* YOUR INSTRUCTIONS:
Your task is to retype the lines from the opening of the material through the line that includes "function drawText(font, color, halo, rows, align". Do not copy the pictures.

* DATA:
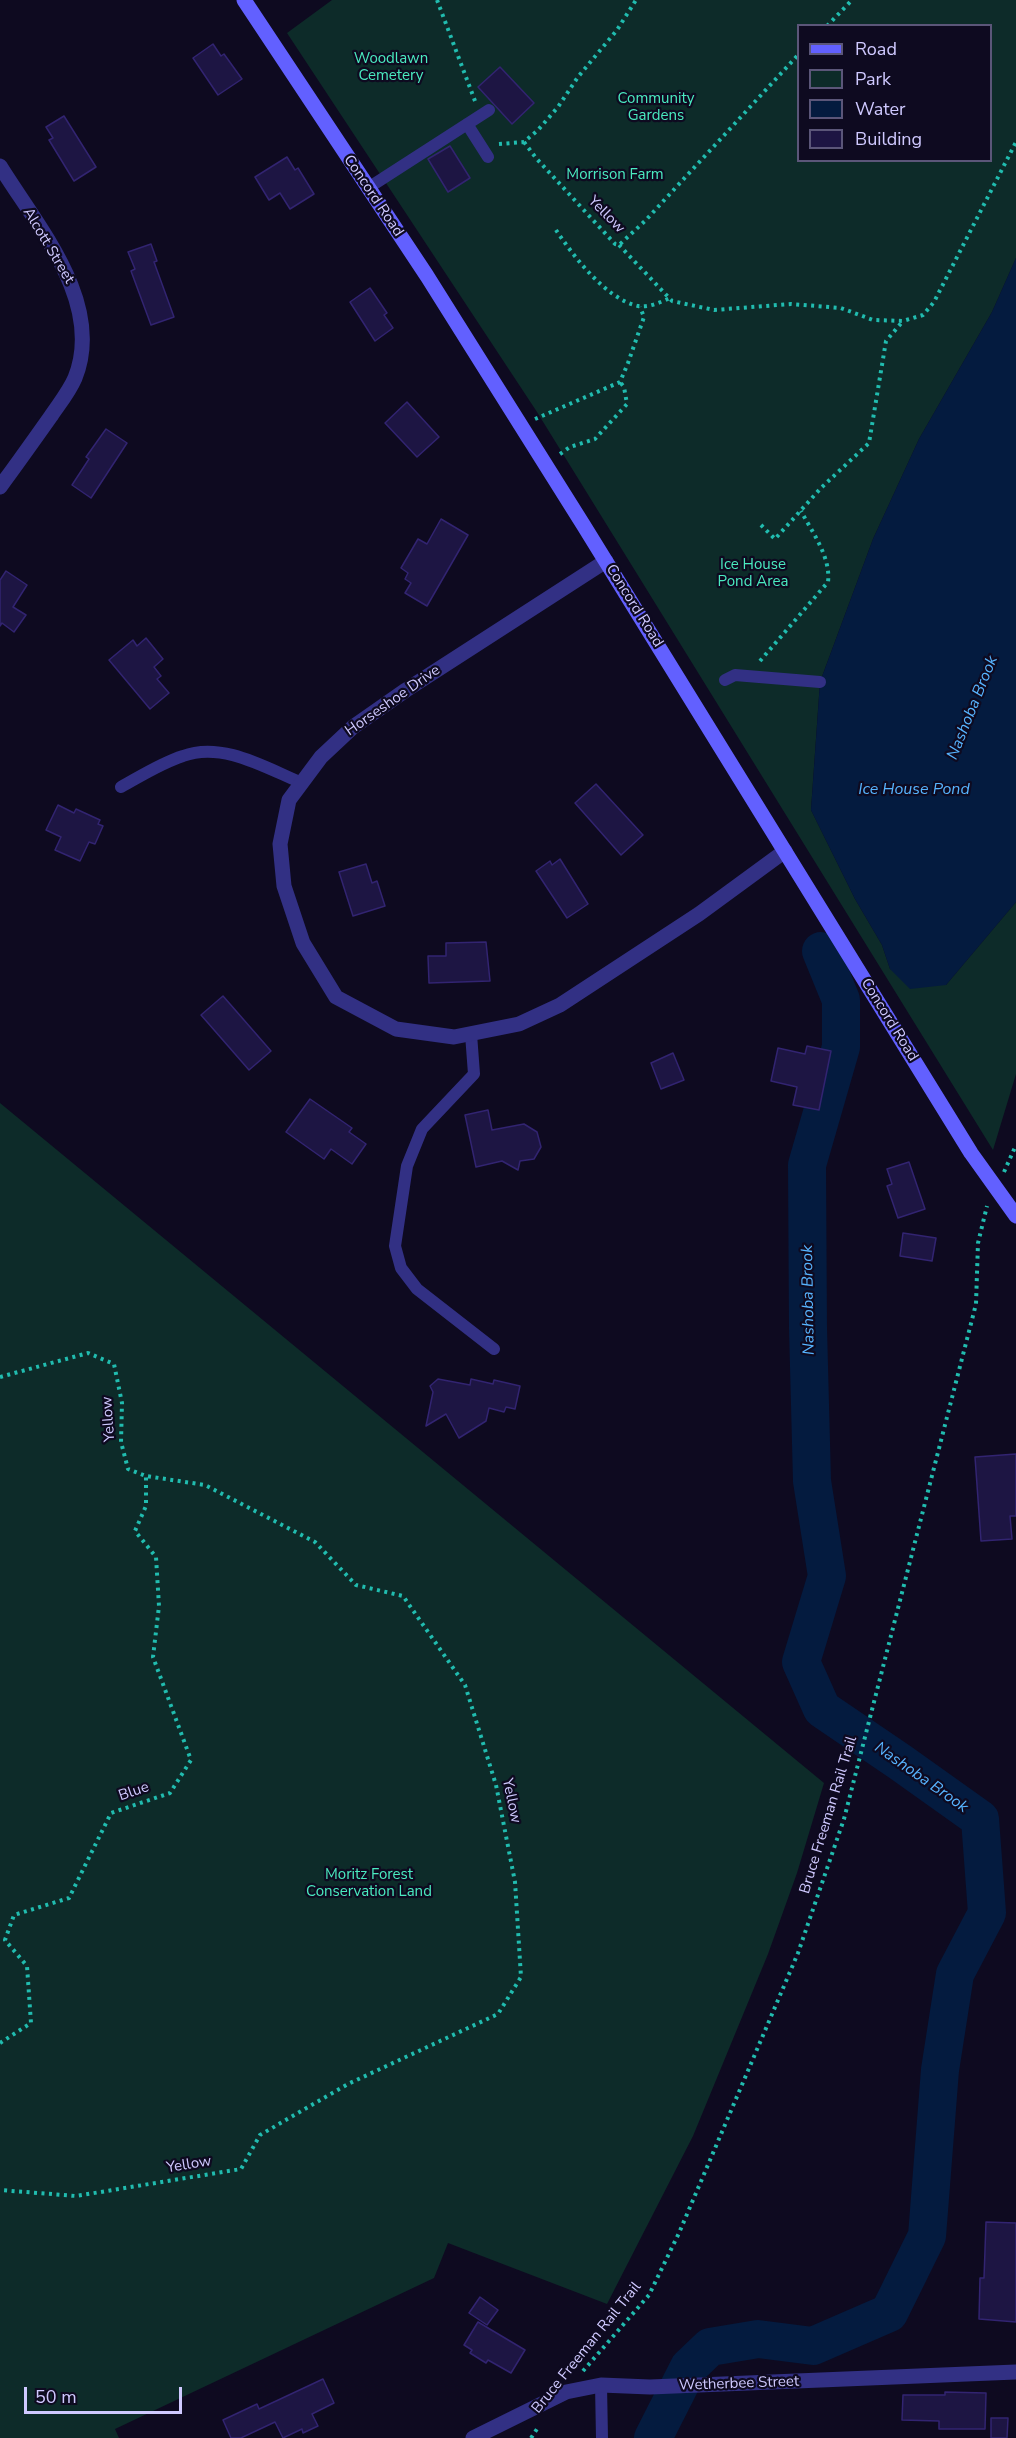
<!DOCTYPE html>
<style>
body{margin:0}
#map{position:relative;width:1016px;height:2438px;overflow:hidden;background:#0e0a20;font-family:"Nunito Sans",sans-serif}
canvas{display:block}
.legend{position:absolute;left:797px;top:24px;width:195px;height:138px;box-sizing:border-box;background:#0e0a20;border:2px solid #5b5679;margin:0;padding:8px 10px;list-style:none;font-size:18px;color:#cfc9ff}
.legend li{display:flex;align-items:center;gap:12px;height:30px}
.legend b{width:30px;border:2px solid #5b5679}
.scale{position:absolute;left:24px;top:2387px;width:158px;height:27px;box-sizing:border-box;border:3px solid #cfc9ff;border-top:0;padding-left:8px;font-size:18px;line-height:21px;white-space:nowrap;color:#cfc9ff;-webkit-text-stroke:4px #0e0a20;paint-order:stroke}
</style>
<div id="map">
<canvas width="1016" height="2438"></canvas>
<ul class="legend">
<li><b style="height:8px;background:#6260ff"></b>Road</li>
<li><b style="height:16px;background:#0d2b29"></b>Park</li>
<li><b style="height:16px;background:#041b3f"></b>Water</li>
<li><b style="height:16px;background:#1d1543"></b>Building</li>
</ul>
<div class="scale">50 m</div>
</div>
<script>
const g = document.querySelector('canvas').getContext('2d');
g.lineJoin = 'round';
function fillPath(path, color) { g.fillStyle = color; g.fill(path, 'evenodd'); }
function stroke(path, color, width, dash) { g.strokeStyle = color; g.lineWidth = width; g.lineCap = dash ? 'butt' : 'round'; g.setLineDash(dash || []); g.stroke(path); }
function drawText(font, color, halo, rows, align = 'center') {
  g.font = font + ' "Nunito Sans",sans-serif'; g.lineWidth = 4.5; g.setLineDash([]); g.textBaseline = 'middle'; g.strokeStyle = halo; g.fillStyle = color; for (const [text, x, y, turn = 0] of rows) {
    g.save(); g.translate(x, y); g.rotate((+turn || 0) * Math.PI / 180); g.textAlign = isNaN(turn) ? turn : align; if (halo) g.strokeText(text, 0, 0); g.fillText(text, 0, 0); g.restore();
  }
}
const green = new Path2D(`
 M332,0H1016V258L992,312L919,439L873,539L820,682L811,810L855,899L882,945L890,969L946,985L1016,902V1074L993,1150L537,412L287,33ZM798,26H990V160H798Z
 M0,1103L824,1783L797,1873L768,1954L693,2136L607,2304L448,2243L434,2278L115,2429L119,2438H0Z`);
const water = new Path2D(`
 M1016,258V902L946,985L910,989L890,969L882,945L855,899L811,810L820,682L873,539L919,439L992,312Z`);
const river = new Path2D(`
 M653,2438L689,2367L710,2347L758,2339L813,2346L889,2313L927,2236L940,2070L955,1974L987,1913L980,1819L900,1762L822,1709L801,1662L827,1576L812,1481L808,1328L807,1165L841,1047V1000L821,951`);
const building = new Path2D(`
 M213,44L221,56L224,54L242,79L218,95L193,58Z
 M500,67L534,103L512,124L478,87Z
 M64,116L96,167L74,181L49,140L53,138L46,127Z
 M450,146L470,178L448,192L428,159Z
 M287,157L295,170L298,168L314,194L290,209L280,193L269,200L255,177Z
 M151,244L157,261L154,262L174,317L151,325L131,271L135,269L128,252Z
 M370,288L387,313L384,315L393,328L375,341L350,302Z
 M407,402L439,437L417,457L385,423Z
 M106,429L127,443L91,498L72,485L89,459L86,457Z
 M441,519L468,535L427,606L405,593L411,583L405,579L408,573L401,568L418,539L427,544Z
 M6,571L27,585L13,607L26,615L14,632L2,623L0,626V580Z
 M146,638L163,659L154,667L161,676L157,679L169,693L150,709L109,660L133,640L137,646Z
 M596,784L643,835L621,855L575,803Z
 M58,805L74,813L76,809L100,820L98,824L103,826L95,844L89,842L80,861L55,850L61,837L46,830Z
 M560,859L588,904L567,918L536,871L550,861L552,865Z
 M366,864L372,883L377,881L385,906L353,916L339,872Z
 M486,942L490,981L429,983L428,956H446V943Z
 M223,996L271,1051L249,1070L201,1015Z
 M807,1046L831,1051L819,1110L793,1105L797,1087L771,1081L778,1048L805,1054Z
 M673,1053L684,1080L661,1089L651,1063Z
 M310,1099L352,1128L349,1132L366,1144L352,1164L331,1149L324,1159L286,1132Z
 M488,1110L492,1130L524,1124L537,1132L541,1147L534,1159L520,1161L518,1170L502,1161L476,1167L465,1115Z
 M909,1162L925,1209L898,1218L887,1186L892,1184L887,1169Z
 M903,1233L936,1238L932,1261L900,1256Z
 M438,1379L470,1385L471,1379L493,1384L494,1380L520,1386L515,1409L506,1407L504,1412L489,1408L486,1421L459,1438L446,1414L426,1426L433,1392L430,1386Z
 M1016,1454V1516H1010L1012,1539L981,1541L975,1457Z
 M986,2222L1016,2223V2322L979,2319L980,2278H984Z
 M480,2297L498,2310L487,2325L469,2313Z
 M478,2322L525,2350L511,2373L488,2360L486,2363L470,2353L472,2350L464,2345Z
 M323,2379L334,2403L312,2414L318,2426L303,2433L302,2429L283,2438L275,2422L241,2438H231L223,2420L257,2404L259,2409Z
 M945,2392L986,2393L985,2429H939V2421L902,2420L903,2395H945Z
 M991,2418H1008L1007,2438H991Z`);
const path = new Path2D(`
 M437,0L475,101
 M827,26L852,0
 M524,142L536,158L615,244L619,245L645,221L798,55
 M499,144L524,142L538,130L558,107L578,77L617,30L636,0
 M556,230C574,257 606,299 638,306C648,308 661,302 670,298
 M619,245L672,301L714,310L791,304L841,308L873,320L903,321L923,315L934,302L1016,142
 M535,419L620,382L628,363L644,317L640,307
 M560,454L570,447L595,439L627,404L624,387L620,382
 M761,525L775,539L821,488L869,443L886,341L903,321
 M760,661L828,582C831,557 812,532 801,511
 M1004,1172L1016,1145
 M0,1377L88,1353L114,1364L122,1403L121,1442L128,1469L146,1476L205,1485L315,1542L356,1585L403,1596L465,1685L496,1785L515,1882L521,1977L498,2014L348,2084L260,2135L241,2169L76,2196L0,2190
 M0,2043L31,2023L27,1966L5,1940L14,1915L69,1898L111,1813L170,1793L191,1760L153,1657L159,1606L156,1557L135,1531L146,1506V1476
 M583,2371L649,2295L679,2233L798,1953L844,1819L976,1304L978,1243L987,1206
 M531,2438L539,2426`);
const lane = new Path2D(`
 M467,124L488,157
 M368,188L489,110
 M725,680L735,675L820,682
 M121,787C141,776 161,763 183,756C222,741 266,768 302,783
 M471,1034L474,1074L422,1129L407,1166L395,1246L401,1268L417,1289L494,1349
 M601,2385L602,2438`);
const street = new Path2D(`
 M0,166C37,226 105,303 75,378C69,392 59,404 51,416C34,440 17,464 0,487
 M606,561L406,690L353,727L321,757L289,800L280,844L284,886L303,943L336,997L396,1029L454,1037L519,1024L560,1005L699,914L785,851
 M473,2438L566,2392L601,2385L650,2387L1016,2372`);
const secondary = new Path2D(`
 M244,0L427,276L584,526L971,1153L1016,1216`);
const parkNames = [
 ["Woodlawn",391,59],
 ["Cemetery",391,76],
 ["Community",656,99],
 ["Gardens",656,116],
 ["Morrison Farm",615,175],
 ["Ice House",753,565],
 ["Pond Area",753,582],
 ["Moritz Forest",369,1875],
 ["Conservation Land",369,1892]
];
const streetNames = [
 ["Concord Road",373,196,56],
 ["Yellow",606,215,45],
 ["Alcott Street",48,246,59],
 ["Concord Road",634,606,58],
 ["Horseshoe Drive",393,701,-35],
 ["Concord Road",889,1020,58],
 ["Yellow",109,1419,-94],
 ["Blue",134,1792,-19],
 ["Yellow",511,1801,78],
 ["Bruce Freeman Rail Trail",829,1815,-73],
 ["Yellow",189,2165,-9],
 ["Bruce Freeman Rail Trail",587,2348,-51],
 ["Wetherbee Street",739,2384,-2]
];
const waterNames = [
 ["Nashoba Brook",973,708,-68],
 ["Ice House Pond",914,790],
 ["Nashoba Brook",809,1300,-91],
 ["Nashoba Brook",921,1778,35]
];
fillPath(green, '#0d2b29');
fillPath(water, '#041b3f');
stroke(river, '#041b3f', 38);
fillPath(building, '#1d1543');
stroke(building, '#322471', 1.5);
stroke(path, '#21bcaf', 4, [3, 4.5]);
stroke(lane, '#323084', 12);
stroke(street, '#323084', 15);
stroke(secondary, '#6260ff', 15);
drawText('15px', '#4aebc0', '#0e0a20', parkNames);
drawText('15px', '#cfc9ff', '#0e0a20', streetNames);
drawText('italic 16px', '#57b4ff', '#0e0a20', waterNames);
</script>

* ANSWER TO THIS PROBLEM:
<!DOCTYPE html>
<style>
body{margin:0}
#map{position:relative;width:1016px;height:2438px;overflow:hidden;background:#0e0a20;font-family:"Nunito Sans",sans-serif}
canvas{display:block}
.legend{position:absolute;left:797px;top:24px;width:195px;height:138px;box-sizing:border-box;background:#0e0a20;border:2px solid #5b5679;margin:0;padding:8px 10px;list-style:none;font-size:18px;color:#cfc9ff}
.legend li{display:flex;align-items:center;gap:12px;height:30px}
.legend b{width:30px;border:2px solid #5b5679}
.scale{position:absolute;left:24px;top:2387px;width:158px;height:27px;box-sizing:border-box;border:3px solid #cfc9ff;border-top:0;padding-left:8px;font-size:18px;line-height:21px;white-space:nowrap;color:#cfc9ff;-webkit-text-stroke:4px #0e0a20;paint-order:stroke}
</style>
<div id="map">
<canvas width="1016" height="2438"></canvas>
<ul class="legend">
<li><b style="height:8px;background:#6260ff"></b>Road</li>
<li><b style="height:16px;background:#0d2b29"></b>Park</li>
<li><b style="height:16px;background:#041b3f"></b>Water</li>
<li><b style="height:16px;background:#1d1543"></b>Building</li>
</ul>
<div class="scale">50 m</div>
</div>
<script>
const g = document.querySelector('canvas').getContext('2d');
g.lineJoin = 'round';
function fillPath(path, color) { g.fillStyle = color; g.fill(path, 'evenodd'); }
function stroke(path, color, width, dash) { g.strokeStyle = color; g.lineWidth = width; g.lineCap = dash ? 'butt' : 'round'; g.setLineDash(dash || []); g.stroke(path); }
function drawText(font, color, halo, rows, align = 'center') {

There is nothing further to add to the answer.